Mastering Observability: Unlocking Customer Insights with Gojko Adzic
19 Oct 2024 (3 months ago)
CuCon San Francisco and Engineering Culture Podcast
- The upcoming CuCon San Francisco conference will take place from November 18 to 22, where engineers will share how they implement innovations in real-world scenarios, exploring tracks like architectures, engineering productivity, and generative AI in production (10s).
- Shane Hasty is hosting the InfoQ Engineering Culture podcast, where he is joined by Gojko Adzic, a developer with over 12 years of experience in building software for himself and operating his own products (45s).
- Gojko Adzic started developing software at a young age, copying and pasting code from German magazines on a Commodore 64, and has since been building software for himself, including doing pre-sales, product management, support, development, and even making coffee in the office (1m13s).
- Adzic has written nine books, mostly as a way to free up his memory, with his past life involving contract development and helping others improve their process (2m1s).
Gojko Adzic's Background and "Specification by Example"
- One of Adzic's notable books is "Specification by Example," which was driven by his anger towards a conference speaker who claimed that nobody actually uses Test-Driven Development (TDD) and Behavior-Driven Development (BDD) in the real world (2m50s).
- Adzic interviewed people with good processes and documented their names, companies, and experiences, resulting in a book that showed that many people and companies, including investment banks and startups, successfully use TDD and BDD in their projects (3m41s).
Reasons for Not Adopting TDD/BDD and Measuring Value
- Organizations may not adopt Test-Driven Development (TDD) and Behavior-Driven Development (BDD) because they have too much money and can afford to repeat the same processes over and over, with incentives focused on effort rather than actual value delivered to the market (4m25s).
- The most common metrics used to measure progress are related to effort, effectively measuring how much money is being spent rather than the value being delivered (5m13s).
- The product management community has been working on figuring out how to measure value and deliver valuable products, and prove that value is being delivered to the market (5m41s).
- Organizations may not prioritize high-quality software delivery because software is not a bottleneck for them, and they may pay lip service to the idea but not actually implement it (5m57s).
- Personal incentives, politics, and discomfort with communication can also prevent organizations from adopting TDD and BDD, as many people in the industry prefer working with computers to working with people (6m10s).
- The focus on effort can lead to people keeping themselves busy or being kept busy by organizations, making it difficult to pause and coordinate as a team to figure out what to do (6m45s).
- Investing more effort in things that should not be done in the first place is a form of waste, as noted by W. Edwards Deming (7m15s).
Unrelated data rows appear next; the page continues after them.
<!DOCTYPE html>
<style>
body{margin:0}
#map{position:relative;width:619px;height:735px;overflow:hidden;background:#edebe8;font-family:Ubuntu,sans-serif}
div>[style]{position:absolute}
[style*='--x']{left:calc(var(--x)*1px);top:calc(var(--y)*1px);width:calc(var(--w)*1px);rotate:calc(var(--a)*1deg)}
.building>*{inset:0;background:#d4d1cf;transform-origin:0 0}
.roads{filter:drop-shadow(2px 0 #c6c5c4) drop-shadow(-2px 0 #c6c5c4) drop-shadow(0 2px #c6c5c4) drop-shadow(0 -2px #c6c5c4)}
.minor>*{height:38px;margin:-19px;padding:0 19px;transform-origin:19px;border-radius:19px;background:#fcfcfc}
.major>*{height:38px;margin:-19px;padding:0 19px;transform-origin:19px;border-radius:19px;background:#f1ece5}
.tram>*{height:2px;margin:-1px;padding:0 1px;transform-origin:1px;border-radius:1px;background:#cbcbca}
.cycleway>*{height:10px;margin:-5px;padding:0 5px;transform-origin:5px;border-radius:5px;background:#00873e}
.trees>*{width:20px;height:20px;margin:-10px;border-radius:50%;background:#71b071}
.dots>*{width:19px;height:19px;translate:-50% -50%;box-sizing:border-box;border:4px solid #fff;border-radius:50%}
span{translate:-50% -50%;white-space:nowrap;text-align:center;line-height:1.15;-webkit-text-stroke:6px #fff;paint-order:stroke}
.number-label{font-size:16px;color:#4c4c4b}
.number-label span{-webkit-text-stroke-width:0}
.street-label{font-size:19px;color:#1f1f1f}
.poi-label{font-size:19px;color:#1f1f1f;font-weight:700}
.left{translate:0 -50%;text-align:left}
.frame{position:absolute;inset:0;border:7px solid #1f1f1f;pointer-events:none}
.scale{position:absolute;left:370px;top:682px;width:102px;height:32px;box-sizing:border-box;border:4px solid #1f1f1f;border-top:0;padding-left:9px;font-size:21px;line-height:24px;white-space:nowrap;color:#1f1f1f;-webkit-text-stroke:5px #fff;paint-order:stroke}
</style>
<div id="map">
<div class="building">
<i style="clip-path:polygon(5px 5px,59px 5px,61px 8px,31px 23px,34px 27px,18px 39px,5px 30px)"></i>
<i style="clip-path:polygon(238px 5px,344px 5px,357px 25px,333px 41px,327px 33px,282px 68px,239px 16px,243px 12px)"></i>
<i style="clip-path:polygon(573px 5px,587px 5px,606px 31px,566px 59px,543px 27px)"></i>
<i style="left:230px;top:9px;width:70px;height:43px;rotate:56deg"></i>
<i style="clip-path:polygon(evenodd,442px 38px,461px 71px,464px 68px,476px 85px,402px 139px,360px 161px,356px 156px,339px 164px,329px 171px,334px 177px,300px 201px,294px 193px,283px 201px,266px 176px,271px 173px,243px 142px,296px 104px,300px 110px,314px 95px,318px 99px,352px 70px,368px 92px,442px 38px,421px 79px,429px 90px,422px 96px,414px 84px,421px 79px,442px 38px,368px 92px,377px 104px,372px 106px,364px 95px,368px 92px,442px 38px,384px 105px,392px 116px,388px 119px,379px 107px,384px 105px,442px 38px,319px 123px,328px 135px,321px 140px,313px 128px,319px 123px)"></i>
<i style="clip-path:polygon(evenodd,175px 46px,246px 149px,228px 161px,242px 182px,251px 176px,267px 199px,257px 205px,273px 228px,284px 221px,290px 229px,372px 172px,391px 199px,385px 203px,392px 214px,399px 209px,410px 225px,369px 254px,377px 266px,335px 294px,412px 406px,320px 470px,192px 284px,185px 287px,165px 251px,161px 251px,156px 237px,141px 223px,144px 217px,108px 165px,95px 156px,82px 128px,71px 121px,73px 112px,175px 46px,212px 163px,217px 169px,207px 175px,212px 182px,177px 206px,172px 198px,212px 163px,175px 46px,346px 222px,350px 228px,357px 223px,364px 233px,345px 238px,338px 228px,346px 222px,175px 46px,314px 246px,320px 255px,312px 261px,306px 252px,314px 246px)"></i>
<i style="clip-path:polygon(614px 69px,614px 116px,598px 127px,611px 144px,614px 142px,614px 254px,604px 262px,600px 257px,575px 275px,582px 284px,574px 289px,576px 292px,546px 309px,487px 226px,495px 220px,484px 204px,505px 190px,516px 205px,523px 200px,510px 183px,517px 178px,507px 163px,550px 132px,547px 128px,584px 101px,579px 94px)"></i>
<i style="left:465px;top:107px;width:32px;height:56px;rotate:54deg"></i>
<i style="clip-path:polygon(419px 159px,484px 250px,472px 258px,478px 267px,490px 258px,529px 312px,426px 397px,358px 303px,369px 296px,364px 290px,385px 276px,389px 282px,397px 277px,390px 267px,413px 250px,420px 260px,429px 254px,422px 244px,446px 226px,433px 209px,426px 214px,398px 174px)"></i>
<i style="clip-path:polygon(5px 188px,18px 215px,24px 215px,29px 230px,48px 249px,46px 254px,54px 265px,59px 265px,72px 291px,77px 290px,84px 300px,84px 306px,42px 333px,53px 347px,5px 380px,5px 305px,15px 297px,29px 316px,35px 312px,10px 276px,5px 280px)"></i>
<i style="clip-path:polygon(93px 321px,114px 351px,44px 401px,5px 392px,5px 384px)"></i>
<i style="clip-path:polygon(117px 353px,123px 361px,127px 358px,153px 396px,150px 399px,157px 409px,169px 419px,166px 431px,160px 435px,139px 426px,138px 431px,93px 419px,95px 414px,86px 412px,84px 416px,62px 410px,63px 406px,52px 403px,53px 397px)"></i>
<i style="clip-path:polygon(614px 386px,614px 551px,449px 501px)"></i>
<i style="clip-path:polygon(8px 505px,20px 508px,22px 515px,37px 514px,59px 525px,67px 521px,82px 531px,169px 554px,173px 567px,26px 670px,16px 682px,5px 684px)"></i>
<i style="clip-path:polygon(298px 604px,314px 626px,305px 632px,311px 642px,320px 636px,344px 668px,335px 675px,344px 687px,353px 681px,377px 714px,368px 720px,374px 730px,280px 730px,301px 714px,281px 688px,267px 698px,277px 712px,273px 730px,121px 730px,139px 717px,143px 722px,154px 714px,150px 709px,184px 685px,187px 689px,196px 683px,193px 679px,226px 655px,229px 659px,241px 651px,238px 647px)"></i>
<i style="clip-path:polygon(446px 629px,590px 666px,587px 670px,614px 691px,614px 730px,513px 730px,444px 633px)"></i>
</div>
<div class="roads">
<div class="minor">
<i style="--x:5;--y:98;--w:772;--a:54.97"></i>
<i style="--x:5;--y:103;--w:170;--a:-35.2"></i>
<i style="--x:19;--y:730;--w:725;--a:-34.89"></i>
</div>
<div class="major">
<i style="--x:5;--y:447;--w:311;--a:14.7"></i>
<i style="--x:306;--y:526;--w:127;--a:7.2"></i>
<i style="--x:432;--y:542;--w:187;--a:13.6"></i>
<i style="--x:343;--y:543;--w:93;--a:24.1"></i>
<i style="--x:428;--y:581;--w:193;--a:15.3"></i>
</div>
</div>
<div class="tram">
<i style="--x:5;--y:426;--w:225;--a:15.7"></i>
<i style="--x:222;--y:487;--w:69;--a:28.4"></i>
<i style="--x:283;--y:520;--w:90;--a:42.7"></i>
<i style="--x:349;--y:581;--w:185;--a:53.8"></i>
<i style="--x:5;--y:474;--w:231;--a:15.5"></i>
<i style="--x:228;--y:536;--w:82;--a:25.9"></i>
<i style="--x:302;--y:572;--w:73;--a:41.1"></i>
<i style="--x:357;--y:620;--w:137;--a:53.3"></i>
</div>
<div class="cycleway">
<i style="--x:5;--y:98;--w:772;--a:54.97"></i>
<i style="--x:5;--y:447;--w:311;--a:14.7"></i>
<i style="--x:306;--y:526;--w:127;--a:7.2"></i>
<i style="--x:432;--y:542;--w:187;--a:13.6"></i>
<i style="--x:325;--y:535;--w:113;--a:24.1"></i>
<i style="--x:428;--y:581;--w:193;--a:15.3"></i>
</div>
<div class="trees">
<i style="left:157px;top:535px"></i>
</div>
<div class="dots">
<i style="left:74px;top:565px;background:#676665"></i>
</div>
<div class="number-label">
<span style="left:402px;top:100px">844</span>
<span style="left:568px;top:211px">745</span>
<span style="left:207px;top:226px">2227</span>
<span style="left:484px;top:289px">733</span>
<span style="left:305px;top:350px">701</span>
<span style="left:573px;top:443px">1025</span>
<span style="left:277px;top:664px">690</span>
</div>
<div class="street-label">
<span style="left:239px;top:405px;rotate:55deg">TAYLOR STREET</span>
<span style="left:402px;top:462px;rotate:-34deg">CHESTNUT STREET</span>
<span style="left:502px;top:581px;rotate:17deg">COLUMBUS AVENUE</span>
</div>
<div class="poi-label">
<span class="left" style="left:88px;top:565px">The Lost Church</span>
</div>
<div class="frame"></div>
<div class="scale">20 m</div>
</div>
Measuring Value Delivery and User Behavior
- To ensure that their work is adding the most value, technologists can start looking at outcomes rather than effort, and consider models such as the value exchange system or value exchange loop presented by Melissa Perrey in her book "Escaping the Build Trap" (7m37s).
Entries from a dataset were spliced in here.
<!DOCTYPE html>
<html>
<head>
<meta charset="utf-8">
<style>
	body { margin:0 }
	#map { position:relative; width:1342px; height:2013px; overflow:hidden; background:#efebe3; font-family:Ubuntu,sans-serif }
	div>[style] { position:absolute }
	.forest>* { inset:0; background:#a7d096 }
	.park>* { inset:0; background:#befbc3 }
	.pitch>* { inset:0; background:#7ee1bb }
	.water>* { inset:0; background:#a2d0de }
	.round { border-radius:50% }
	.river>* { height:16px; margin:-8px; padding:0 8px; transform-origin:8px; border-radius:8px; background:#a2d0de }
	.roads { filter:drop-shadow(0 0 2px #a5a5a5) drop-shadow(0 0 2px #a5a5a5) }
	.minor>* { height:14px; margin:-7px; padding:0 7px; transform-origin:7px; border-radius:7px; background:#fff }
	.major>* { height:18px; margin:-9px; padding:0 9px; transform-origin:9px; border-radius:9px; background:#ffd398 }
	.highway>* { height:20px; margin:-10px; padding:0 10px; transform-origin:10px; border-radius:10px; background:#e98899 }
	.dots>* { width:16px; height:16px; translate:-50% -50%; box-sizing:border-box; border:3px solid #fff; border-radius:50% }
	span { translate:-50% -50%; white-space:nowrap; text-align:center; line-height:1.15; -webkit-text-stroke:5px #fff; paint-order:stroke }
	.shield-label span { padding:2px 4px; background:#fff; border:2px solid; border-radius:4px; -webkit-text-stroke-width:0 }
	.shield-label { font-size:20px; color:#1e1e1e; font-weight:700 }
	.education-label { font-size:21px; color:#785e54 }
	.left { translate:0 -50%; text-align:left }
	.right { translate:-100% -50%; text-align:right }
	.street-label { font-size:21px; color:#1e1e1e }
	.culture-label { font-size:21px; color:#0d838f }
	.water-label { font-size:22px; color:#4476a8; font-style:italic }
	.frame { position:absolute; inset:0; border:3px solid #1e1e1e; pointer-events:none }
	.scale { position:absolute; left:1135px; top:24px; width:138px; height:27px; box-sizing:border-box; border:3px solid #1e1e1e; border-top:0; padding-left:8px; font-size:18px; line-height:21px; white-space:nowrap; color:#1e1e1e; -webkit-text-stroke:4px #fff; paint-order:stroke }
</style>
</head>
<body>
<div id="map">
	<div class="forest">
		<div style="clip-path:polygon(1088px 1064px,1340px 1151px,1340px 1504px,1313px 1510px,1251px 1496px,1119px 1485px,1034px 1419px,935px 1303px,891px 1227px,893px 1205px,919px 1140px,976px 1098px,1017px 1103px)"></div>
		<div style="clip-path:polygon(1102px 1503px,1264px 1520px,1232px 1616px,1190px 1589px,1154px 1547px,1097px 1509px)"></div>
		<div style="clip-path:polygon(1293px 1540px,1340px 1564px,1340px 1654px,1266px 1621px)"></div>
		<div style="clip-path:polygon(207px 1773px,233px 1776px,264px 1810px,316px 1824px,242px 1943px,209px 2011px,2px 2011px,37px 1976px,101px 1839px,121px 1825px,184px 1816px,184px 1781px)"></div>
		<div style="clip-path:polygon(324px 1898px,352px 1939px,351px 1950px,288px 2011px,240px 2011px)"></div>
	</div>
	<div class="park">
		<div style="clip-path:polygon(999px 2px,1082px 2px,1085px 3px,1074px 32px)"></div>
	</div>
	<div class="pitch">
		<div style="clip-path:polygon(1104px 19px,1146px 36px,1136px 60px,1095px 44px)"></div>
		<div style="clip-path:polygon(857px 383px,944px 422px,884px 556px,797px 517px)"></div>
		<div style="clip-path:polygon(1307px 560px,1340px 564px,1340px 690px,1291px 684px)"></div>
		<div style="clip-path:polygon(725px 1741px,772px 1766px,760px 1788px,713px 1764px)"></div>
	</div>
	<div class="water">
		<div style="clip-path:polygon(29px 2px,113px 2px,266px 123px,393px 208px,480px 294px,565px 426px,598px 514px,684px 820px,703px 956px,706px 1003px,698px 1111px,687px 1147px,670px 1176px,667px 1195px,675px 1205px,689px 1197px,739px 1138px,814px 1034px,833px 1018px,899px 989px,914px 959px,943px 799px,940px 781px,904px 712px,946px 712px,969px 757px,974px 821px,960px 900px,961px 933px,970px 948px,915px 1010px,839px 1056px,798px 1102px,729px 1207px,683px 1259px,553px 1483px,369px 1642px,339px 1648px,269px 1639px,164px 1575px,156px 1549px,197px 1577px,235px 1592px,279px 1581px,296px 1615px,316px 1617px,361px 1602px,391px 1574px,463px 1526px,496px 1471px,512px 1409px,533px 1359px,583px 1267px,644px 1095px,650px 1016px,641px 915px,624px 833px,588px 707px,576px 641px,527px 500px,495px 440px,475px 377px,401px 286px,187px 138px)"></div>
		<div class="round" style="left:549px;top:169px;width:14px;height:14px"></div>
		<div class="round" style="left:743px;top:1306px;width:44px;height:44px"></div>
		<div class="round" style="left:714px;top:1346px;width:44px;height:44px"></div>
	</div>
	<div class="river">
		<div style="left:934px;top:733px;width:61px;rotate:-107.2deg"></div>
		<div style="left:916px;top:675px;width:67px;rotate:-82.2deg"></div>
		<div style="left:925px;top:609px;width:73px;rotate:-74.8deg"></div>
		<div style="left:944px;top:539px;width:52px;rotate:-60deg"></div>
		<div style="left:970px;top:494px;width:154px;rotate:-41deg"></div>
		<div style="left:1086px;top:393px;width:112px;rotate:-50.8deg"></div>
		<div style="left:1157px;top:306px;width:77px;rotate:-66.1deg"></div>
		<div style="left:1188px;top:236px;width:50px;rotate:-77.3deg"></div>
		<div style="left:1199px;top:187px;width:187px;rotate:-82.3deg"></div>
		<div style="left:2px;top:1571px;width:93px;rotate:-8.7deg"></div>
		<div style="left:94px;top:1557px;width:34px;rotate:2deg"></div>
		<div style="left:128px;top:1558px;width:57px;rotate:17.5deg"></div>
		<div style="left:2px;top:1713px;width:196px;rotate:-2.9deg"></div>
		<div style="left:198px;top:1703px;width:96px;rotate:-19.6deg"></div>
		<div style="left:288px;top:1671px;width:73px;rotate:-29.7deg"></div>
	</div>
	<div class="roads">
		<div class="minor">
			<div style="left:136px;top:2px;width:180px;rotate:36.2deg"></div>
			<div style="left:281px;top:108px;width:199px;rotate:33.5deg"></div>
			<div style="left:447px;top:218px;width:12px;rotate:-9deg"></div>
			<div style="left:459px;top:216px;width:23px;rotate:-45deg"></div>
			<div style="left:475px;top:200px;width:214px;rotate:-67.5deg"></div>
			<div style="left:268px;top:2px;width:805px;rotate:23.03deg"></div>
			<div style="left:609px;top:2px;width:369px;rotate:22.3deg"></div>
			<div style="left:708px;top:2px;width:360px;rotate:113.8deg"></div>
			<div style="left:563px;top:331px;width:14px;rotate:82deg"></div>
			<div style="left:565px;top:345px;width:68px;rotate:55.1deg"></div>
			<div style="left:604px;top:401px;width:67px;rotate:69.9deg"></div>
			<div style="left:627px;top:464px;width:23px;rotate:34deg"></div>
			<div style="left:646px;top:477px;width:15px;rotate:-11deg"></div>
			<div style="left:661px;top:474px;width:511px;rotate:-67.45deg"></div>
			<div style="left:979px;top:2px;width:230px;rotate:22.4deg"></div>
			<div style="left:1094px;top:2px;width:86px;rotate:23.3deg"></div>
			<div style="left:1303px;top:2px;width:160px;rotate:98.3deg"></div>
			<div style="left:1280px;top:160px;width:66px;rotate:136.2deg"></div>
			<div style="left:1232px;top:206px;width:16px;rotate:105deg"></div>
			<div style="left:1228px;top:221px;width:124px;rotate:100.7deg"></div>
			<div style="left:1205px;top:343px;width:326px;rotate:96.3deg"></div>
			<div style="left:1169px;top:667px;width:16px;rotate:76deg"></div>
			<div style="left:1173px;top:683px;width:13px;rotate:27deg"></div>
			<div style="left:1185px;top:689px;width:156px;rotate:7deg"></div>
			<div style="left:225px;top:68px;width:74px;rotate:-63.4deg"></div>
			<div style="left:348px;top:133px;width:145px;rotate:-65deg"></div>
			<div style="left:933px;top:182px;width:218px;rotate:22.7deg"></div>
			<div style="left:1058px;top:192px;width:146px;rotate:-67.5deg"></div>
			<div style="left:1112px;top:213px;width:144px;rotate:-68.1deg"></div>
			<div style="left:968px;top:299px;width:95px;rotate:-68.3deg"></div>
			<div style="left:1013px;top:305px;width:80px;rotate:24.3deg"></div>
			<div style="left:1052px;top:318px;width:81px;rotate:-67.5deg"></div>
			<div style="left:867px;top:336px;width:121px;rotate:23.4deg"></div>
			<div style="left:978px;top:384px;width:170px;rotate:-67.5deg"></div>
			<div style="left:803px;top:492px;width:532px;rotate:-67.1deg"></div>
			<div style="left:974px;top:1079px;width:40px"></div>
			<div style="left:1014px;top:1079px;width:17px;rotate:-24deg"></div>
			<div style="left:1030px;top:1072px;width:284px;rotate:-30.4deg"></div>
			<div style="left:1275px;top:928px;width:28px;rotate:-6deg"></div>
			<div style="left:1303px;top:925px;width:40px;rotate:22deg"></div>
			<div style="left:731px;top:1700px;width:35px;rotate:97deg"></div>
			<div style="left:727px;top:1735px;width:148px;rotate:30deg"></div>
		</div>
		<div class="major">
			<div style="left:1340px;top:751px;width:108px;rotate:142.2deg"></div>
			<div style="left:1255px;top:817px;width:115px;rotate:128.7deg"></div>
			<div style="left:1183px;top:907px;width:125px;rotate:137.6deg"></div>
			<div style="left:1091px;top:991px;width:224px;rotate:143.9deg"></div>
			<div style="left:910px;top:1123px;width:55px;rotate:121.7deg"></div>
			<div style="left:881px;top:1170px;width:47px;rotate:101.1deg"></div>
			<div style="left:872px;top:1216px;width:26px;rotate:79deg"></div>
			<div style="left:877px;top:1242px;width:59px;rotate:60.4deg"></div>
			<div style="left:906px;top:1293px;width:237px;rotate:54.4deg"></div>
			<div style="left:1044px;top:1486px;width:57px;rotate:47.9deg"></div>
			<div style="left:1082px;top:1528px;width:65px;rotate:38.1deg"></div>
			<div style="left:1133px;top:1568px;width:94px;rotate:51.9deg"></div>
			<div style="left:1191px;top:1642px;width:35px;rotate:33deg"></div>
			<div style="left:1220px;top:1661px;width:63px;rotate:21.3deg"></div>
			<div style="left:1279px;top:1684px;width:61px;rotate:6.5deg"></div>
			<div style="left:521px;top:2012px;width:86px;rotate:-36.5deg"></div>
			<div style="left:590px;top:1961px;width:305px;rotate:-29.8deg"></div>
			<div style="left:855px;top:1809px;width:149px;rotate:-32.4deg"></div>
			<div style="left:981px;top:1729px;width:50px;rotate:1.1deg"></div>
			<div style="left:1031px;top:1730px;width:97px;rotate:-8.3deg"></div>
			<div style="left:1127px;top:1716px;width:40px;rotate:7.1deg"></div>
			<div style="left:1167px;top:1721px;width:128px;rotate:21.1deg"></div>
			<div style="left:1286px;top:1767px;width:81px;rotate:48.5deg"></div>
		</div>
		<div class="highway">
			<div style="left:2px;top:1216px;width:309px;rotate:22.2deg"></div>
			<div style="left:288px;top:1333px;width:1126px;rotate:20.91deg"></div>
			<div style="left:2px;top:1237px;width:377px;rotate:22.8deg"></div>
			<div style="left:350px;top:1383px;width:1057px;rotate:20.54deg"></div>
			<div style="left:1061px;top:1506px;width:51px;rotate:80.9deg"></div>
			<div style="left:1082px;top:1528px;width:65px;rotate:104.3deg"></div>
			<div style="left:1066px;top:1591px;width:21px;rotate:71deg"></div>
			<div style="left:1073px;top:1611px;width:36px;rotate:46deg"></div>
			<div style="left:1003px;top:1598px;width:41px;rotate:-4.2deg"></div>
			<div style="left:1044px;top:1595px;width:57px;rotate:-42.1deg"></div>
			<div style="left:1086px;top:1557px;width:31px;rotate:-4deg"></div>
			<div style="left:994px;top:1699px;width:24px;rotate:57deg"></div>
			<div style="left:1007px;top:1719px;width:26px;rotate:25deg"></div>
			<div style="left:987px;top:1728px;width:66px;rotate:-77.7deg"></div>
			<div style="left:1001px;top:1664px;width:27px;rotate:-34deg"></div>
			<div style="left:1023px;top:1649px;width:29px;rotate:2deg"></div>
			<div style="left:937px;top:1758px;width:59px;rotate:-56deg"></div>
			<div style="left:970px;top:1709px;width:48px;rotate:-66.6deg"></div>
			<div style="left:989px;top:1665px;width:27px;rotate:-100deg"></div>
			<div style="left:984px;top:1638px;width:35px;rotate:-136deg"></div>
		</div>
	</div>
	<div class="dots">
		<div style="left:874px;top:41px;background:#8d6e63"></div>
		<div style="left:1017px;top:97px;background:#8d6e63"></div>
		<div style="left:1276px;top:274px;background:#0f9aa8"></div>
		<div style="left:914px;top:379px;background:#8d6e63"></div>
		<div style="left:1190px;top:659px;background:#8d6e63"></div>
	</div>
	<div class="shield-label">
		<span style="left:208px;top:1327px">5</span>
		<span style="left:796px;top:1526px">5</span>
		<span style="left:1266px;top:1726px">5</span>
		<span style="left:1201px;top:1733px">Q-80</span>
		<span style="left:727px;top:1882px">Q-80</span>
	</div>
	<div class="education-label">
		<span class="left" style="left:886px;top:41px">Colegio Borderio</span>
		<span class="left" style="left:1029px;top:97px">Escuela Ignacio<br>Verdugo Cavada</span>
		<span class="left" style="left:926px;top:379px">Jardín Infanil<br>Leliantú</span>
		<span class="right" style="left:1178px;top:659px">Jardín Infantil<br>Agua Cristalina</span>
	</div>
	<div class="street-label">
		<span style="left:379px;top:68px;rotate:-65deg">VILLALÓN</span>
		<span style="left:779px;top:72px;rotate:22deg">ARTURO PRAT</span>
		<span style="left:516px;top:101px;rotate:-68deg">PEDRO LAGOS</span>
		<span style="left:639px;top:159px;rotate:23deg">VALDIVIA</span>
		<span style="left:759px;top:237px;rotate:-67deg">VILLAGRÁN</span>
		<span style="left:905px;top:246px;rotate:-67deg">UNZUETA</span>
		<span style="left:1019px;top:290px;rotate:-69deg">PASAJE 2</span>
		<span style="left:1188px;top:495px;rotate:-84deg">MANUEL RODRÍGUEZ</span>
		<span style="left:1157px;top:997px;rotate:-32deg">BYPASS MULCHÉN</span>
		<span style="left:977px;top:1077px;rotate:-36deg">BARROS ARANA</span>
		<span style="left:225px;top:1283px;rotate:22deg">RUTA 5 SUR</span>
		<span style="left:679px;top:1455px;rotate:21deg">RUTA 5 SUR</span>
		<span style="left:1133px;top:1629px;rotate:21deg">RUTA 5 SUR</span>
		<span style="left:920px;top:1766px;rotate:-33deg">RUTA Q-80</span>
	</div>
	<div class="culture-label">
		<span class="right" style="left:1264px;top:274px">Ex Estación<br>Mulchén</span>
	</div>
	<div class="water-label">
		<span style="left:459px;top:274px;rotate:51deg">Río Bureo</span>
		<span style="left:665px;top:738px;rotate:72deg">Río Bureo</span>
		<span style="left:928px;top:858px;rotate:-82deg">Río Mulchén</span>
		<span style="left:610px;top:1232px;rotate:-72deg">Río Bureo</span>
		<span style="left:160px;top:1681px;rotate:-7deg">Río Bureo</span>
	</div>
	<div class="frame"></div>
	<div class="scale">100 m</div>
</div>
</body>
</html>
- Many organizations struggle to track the value delivered by their products, and users often get value from products in ways that are difficult to measure (8m15s).
- Ron Kohavi published a book called "Trustworthy Online Controlled Experiments," which shows that only about 30% of experiments at companies like Microsoft and Slack have positive results (8m31s).
- This means that around 70% of the work done by these companies may be wasted, and data from companies like Netflix suggests that up to 90% of their early efforts were unsuccessful (9m7s).
Improving Software by Eliminating Wasted Work
- This low success rate presents a massive opportunity for improvement, particularly in areas like integration testing and maintenance (10m3s).
- By identifying and eliminating work that does not deliver value, organizations can reduce rework, improve efficiency, and develop better products (11m10s).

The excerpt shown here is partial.